[Data excerpts]

──────

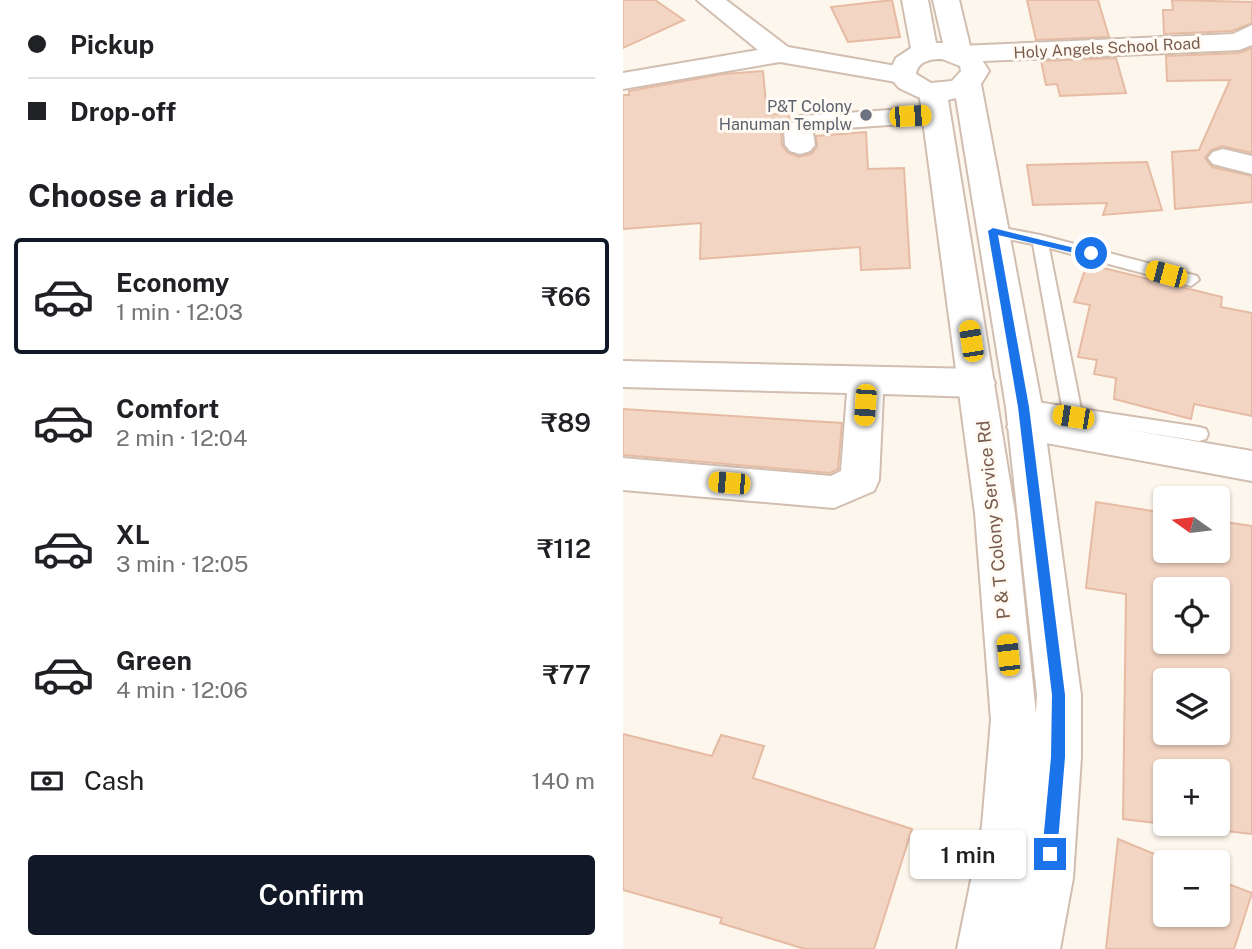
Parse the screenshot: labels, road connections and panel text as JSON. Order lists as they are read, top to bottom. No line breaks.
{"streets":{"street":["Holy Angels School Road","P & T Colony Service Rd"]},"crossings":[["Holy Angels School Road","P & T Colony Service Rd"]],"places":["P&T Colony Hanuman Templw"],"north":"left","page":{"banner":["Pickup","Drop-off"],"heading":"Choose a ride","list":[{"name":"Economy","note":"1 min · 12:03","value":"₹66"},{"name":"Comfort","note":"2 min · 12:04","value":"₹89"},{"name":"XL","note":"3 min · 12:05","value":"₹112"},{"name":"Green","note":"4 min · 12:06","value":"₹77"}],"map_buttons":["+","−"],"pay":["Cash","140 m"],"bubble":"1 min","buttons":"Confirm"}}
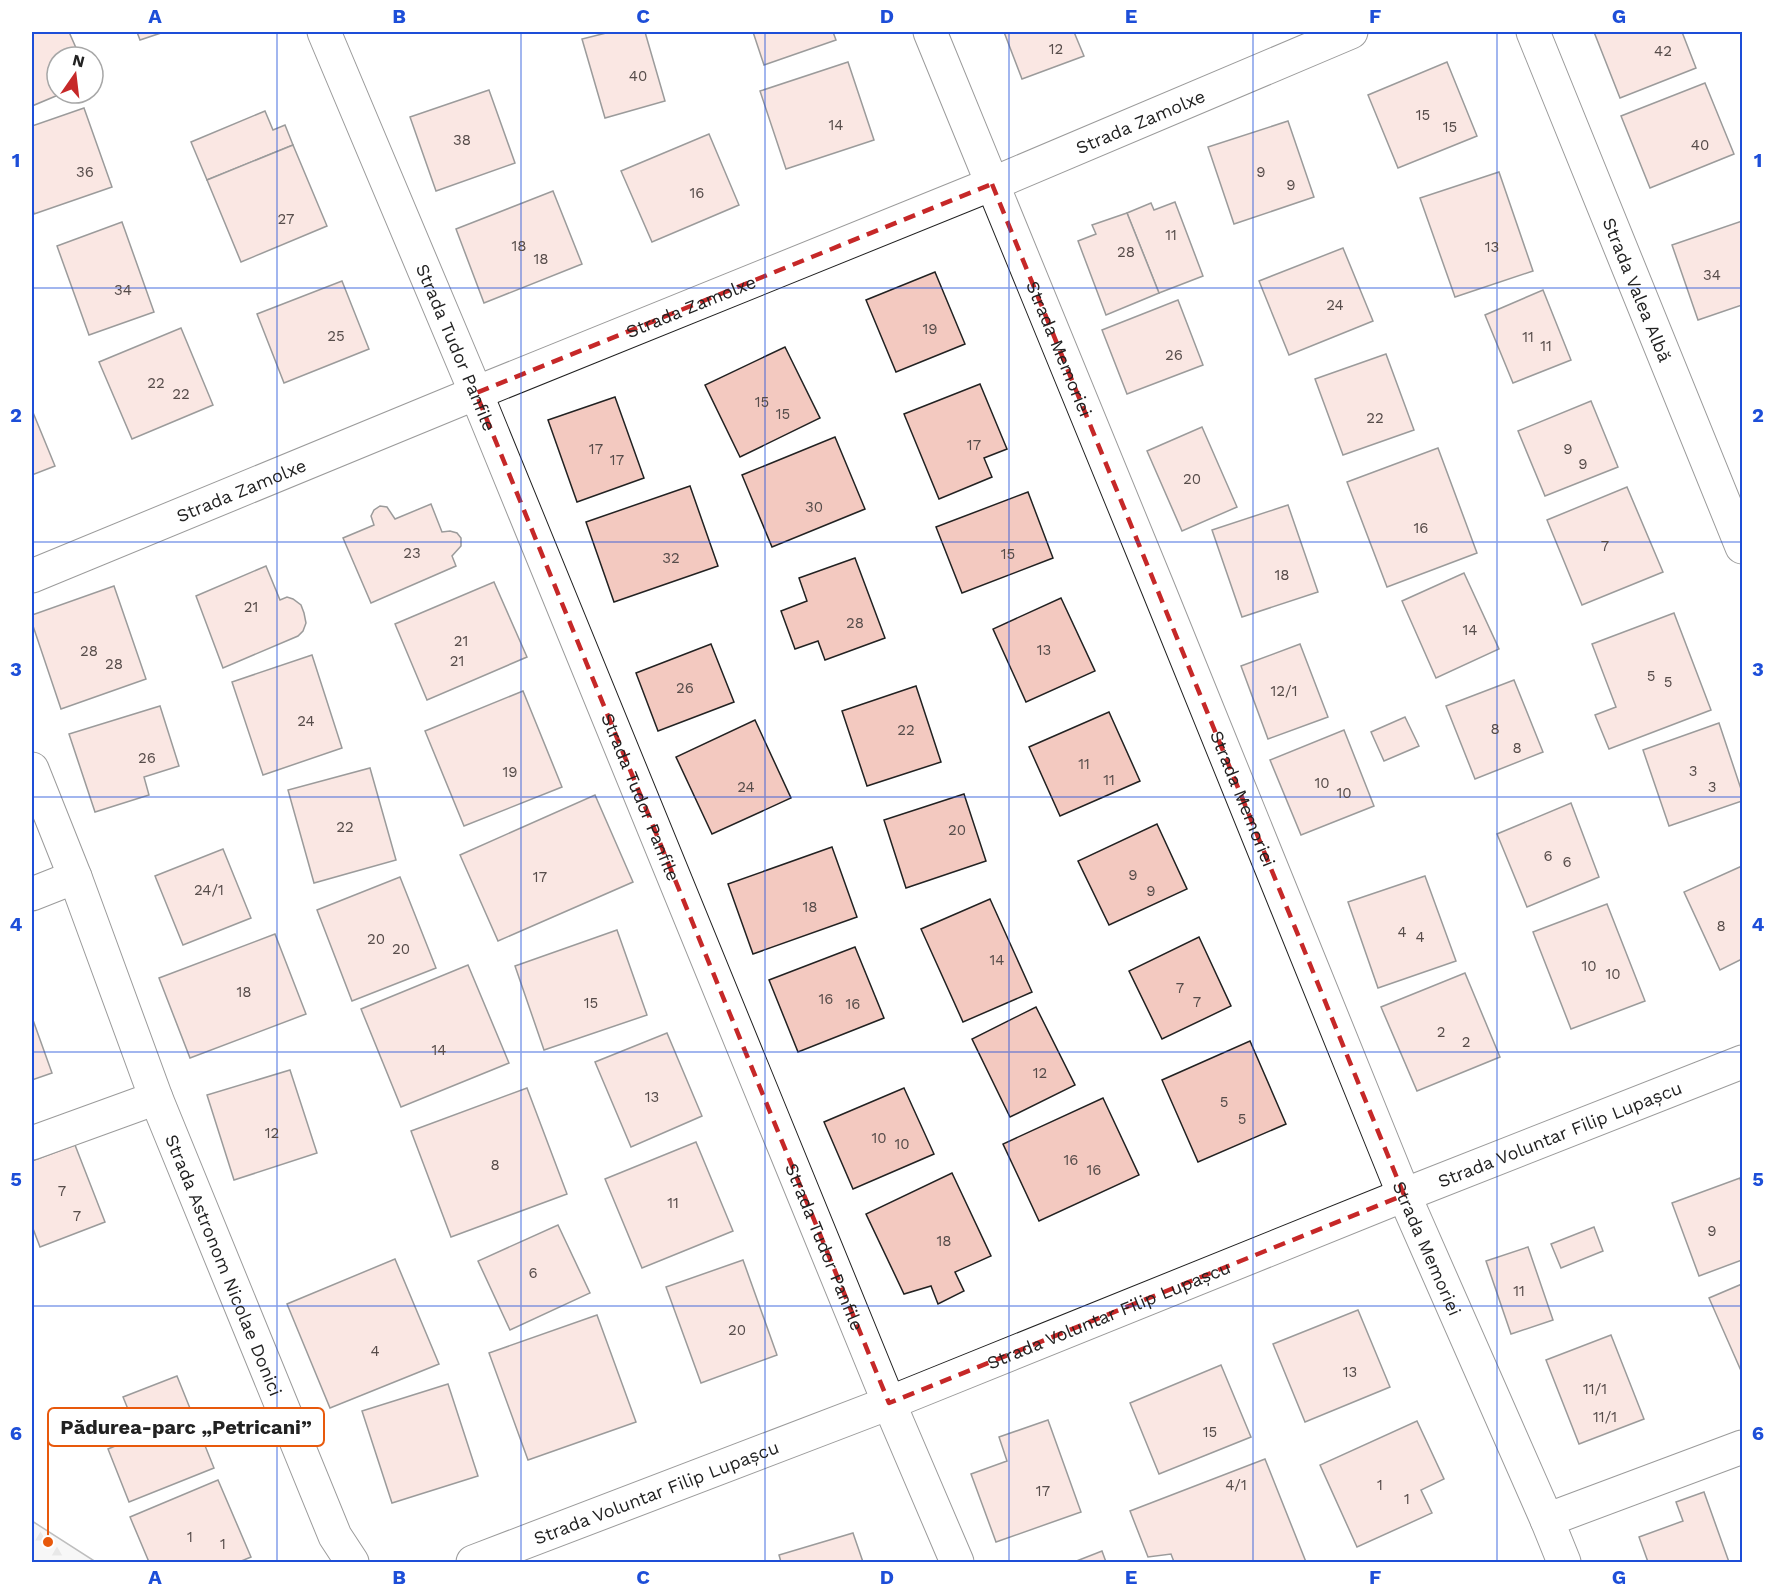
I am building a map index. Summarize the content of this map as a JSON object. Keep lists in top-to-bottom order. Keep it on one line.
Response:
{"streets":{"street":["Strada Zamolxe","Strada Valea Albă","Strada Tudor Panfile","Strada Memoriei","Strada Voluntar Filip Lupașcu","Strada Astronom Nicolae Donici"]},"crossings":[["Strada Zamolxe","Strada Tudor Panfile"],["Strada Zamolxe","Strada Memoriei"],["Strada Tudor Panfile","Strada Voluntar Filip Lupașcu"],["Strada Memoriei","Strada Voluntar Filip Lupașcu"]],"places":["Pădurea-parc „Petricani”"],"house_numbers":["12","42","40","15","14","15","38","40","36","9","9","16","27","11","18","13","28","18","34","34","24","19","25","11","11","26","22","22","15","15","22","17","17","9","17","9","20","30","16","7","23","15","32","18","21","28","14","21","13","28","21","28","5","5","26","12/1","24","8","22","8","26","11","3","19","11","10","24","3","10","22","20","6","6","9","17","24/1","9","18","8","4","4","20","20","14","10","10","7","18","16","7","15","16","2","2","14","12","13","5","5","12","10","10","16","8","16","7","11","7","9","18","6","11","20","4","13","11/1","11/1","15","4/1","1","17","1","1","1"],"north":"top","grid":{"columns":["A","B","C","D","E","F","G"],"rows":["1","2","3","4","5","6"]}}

──────

» **Work to complete**
Give the entries above again word for word, without any pictures.

» **Solution for this exercise**
Parse the screenshot: labels, road connections and panel text as JSON. Order lists as they are read, top to bottom. No line breaks.
{"streets":{"street":["Holy Angels School Road","P & T Colony Service Rd"]},"crossings":[["Holy Angels School Road","P & T Colony Service Rd"]],"places":["P&T Colony Hanuman Templw"],"north":"left","page":{"banner":["Pickup","Drop-off"],"heading":"Choose a ride","list":[{"name":"Economy","note":"1 min · 12:03","value":"₹66"},{"name":"Comfort","note":"2 min · 12:04","value":"₹89"},{"name":"XL","note":"3 min · 12:05","value":"₹112"},{"name":"Green","note":"4 min · 12:06","value":"₹77"}],"map_buttons":["+","−"],"pay":["Cash","140 m"],"bubble":"1 min","buttons":"Confirm"}}
I am building a map index. Summarize the content of this map as a JSON object. Keep lists in top-to-bottom order. Keep it on one line.
Response:
{"streets":{"street":["Strada Zamolxe","Strada Valea Albă","Strada Tudor Panfile","Strada Memoriei","Strada Voluntar Filip Lupașcu","Strada Astronom Nicolae Donici"]},"crossings":[["Strada Zamolxe","Strada Tudor Panfile"],["Strada Zamolxe","Strada Memoriei"],["Strada Tudor Panfile","Strada Voluntar Filip Lupașcu"],["Strada Memoriei","Strada Voluntar Filip Lupașcu"]],"places":["Pădurea-parc „Petricani”"],"house_numbers":["12","42","40","15","14","15","38","40","36","9","9","16","27","11","18","13","28","18","34","34","24","19","25","11","11","26","22","22","15","15","22","17","17","9","17","9","20","30","16","7","23","15","32","18","21","28","14","21","13","28","21","28","5","5","26","12/1","24","8","22","8","26","11","3","19","11","10","24","3","10","22","20","6","6","9","17","24/1","9","18","8","4","4","20","20","14","10","10","7","18","16","7","15","16","2","2","14","12","13","5","5","12","10","10","16","8","16","7","11","7","9","18","6","11","20","4","13","11/1","11/1","15","4/1","1","17","1","1","1"],"north":"top","grid":{"columns":["A","B","C","D","E","F","G"],"rows":["1","2","3","4","5","6"]}}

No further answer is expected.